WORK REQUEST -
Go through the material and copy each line in which the word "translate" shows up.

*** RECORDS PROVIDED Section Begins ***

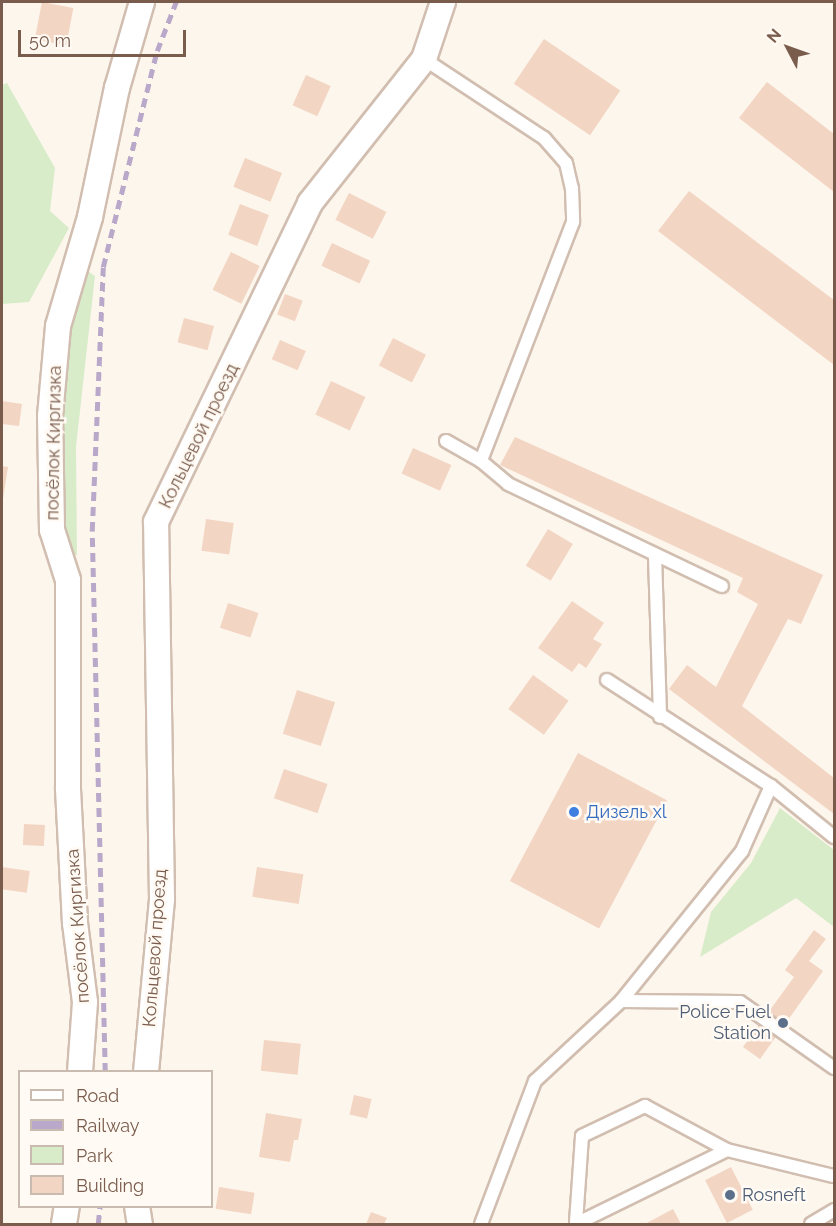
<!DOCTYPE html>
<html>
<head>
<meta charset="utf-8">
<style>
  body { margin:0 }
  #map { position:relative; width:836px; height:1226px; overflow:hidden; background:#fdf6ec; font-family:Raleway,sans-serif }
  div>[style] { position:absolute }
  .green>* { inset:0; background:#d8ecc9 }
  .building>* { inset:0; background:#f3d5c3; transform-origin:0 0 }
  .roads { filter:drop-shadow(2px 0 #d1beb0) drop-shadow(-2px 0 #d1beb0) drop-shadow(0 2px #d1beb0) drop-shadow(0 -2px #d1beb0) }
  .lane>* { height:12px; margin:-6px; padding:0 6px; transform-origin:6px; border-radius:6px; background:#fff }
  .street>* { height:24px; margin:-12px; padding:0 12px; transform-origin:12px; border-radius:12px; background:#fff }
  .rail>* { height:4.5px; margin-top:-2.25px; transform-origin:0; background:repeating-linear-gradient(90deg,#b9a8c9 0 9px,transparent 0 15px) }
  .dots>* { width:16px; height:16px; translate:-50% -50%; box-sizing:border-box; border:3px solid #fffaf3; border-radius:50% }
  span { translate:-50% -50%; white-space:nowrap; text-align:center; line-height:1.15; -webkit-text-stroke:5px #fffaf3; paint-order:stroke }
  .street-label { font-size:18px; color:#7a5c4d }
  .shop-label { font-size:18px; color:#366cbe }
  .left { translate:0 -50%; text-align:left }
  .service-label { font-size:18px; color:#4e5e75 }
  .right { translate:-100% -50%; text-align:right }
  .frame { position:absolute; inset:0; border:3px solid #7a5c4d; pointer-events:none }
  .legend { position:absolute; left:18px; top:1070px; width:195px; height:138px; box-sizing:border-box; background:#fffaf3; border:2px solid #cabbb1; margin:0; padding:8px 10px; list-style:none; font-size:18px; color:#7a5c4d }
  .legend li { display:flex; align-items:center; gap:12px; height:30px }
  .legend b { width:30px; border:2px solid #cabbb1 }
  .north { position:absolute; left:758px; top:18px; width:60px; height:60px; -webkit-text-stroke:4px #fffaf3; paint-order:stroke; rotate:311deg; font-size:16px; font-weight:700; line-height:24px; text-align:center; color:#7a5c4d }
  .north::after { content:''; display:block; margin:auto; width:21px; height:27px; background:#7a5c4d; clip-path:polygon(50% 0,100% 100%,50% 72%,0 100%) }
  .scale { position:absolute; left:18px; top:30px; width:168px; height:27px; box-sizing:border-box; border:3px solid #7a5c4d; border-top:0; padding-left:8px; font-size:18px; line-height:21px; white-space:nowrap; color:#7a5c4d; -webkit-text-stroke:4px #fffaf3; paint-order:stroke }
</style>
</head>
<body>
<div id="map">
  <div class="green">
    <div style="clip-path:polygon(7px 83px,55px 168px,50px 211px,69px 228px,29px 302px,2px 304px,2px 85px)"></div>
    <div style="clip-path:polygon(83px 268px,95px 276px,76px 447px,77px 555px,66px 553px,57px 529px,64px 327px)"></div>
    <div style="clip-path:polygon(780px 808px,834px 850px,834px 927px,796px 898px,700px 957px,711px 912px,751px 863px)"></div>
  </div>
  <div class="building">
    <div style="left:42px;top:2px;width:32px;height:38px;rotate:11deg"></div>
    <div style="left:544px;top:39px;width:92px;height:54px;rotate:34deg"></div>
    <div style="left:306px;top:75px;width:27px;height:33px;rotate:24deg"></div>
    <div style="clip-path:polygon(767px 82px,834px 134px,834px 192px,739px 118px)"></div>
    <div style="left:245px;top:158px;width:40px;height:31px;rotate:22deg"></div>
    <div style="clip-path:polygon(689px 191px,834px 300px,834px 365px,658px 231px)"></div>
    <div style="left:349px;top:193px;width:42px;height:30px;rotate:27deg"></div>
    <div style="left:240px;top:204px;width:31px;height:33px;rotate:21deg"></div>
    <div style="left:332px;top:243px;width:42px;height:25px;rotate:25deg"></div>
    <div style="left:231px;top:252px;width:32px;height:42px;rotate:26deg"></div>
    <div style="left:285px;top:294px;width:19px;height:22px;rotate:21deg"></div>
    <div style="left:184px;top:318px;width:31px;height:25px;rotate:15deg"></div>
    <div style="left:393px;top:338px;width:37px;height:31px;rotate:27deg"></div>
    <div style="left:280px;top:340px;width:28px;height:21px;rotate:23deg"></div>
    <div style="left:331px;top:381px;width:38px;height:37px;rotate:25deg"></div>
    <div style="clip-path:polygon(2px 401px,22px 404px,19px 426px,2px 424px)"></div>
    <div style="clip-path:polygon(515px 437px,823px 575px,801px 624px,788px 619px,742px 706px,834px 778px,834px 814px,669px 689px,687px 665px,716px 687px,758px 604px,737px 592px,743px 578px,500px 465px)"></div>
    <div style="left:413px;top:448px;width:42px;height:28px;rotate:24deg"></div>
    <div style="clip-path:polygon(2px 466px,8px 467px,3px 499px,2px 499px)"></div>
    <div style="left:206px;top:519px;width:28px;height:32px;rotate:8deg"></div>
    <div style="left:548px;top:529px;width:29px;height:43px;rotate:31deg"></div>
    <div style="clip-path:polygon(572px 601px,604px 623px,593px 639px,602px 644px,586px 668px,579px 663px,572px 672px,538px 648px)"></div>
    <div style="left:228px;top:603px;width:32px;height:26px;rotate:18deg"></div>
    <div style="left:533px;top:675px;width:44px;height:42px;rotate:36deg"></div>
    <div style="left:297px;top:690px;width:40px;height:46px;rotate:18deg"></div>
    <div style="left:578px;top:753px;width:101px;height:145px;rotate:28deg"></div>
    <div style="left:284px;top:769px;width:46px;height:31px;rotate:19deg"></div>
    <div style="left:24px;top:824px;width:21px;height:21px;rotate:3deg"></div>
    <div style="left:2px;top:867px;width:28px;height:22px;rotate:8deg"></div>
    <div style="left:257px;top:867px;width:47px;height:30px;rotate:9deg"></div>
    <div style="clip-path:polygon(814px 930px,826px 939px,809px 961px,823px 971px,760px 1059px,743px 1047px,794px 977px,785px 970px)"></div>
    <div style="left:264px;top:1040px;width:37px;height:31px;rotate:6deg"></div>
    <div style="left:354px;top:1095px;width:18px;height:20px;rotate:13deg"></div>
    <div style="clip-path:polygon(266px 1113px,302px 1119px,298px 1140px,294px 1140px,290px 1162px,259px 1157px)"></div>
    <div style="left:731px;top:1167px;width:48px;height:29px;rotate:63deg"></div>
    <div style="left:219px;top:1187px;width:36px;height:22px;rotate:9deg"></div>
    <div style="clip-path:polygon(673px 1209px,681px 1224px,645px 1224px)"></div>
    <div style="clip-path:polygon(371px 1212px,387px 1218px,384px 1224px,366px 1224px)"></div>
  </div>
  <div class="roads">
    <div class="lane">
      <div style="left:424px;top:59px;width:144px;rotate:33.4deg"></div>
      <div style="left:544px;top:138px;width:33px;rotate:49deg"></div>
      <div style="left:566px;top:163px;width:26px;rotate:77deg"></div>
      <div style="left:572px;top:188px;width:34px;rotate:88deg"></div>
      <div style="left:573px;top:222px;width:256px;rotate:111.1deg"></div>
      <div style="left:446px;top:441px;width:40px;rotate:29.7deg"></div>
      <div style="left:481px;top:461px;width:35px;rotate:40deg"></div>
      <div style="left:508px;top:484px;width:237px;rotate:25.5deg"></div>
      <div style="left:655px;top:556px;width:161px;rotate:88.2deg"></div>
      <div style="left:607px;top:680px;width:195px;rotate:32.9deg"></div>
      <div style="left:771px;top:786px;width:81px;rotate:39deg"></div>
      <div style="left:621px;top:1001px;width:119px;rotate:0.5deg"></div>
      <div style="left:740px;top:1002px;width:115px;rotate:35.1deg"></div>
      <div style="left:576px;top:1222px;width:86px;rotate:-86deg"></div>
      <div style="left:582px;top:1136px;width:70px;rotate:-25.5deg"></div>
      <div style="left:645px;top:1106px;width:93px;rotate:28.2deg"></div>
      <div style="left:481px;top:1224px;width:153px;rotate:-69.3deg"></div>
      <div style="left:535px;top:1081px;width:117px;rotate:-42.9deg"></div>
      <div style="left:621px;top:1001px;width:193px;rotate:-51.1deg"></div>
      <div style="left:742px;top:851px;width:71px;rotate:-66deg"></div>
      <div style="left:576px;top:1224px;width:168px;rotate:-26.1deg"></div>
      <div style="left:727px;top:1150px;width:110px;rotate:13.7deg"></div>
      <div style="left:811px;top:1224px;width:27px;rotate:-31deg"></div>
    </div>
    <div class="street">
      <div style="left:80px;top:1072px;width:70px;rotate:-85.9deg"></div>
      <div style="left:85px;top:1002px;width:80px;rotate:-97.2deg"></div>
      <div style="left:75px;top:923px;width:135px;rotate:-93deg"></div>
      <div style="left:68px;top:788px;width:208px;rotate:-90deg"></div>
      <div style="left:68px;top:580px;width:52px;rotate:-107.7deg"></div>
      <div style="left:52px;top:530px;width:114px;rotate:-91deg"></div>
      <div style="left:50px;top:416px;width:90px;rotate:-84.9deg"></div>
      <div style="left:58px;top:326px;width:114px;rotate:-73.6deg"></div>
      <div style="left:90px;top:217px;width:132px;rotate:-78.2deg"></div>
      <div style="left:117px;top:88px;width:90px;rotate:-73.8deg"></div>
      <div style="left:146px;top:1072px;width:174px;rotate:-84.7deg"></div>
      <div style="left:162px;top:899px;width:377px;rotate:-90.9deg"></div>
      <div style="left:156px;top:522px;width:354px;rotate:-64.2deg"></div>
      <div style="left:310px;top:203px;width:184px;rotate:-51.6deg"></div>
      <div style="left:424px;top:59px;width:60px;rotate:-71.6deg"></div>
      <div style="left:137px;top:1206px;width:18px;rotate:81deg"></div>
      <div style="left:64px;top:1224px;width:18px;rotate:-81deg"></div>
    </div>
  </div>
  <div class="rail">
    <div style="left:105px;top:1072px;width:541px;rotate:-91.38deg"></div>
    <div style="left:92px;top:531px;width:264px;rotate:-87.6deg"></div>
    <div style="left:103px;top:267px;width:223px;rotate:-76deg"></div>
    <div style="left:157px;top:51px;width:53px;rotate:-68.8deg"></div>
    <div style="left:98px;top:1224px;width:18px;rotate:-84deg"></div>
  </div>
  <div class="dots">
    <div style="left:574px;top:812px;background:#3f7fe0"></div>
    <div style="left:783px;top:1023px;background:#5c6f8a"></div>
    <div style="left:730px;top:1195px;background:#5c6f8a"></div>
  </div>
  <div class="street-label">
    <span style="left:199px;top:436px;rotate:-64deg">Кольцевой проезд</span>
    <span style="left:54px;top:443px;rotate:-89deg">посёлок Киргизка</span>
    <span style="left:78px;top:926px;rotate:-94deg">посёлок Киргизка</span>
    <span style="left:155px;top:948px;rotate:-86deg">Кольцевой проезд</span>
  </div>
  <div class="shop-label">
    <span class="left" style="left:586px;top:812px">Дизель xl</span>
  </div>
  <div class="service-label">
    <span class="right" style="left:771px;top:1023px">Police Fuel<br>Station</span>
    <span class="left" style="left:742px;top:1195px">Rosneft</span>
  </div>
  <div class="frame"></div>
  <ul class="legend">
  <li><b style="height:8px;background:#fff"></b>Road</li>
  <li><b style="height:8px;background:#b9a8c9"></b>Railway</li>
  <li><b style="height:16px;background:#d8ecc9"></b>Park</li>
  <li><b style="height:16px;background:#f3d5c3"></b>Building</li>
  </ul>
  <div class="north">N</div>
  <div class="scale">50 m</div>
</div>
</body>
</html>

*** RECORDS PROVIDED Section Ends ***

SOLUTION TO THE PROBLEM -
  .dots>* { width:16px; height:16px; translate:-50% -50%; box-sizing:border-box; border:3px solid #fffaf3; border-radius:50% }
  span { translate:-50% -50%; white-space:nowrap; text-align:center; line-height:1.15; -webkit-text-stroke:5px #fffaf3; paint-order:stroke }
  .left { translate:0 -50%; text-align:left }
  .right { translate:-100% -50%; text-align:right }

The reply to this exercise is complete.